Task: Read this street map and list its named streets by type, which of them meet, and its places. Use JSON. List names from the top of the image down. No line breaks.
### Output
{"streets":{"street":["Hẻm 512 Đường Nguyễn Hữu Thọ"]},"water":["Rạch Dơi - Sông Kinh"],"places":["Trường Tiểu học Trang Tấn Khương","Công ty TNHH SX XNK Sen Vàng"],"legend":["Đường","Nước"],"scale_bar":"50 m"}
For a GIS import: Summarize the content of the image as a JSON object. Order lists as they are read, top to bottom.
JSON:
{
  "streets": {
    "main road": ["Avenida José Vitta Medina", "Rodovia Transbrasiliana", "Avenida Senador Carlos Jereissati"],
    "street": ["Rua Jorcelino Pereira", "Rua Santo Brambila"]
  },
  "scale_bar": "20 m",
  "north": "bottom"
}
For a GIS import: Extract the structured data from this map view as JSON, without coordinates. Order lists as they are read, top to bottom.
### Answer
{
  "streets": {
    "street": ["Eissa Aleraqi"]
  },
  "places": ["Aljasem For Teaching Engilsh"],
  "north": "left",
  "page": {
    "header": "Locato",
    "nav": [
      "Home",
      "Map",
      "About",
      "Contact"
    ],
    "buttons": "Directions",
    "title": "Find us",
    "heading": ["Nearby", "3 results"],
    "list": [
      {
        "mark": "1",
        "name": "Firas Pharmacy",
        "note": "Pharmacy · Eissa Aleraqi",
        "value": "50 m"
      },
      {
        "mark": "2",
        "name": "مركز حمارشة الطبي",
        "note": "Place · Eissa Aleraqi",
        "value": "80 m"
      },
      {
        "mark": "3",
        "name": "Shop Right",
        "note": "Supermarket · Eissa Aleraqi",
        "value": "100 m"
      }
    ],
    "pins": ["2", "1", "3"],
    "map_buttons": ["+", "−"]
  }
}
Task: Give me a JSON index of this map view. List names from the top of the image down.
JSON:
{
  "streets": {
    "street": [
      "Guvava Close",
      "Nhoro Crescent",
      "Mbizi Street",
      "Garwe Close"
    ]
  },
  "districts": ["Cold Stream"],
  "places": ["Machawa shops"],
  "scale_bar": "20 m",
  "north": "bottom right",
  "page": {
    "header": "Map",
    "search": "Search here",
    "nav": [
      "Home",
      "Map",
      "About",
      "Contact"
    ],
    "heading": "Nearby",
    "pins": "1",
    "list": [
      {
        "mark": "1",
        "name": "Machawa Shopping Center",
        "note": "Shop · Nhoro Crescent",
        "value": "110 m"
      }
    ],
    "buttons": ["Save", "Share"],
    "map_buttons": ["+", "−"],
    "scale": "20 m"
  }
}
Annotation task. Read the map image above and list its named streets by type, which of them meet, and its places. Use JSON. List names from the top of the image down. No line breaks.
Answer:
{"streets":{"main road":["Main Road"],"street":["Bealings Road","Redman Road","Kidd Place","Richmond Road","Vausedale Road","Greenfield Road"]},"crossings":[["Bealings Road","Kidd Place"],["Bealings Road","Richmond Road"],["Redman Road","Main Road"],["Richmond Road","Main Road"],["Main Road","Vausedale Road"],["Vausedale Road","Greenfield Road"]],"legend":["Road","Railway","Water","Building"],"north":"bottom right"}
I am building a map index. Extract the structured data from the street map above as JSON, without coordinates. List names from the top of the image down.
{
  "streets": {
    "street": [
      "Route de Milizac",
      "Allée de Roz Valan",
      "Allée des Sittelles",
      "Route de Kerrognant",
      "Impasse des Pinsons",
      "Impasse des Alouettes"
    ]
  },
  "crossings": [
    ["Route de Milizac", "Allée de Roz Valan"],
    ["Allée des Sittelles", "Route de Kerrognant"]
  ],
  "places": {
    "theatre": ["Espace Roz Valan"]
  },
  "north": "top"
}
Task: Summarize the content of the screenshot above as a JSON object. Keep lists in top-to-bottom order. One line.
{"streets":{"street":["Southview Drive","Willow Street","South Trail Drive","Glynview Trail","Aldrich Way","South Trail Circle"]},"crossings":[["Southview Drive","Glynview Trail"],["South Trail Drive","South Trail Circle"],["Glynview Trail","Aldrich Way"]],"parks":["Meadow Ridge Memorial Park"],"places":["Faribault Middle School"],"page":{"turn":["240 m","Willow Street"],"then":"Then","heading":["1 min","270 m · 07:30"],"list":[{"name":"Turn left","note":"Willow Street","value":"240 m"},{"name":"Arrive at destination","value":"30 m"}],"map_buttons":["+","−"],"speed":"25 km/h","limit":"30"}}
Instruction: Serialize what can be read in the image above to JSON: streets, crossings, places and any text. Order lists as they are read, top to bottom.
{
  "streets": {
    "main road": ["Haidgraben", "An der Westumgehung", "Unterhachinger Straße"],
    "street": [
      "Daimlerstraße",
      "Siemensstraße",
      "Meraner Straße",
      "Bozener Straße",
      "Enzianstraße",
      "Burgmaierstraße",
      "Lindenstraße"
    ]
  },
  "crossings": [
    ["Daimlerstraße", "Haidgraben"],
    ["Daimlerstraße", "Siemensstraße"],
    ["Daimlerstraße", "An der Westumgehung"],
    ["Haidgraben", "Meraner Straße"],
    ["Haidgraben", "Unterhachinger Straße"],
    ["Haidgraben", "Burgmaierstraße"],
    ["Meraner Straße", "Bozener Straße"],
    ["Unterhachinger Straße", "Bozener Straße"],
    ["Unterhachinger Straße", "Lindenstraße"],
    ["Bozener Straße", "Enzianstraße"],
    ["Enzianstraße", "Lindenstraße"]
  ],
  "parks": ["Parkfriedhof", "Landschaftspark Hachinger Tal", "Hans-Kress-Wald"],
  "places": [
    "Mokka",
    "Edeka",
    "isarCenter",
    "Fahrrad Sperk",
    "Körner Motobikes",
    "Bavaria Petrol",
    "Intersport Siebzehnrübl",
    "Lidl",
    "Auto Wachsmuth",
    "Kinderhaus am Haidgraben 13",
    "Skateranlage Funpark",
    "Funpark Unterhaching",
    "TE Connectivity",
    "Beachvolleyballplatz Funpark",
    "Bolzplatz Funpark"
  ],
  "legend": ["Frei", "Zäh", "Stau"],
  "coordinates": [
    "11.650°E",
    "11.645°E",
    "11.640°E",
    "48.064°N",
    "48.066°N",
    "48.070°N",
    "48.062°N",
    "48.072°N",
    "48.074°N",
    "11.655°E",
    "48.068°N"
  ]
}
——
=== Instructions to follow ===
Restate, word for word and without additions, every line from the top of the listing above through the line that contains "For a GIS import: Summarize".

=== Response ===
Task: Read this street map and list its named streets by type, which of them meet, and its places. Use JSON. List names from the top of the image down. No line breaks.
### Output
{"streets":{"street":["Hẻm 512 Đường Nguyễn Hữu Thọ"]},"water":["Rạch Dơi - Sông Kinh"],"places":["Trường Tiểu học Trang Tấn Khương","Công ty TNHH SX XNK Sen Vàng"],"legend":["Đường","Nước"],"scale_bar":"50 m"}
For a GIS import: Summarize the content of the image as a JSON object. Order lists as they are read, top to bottom.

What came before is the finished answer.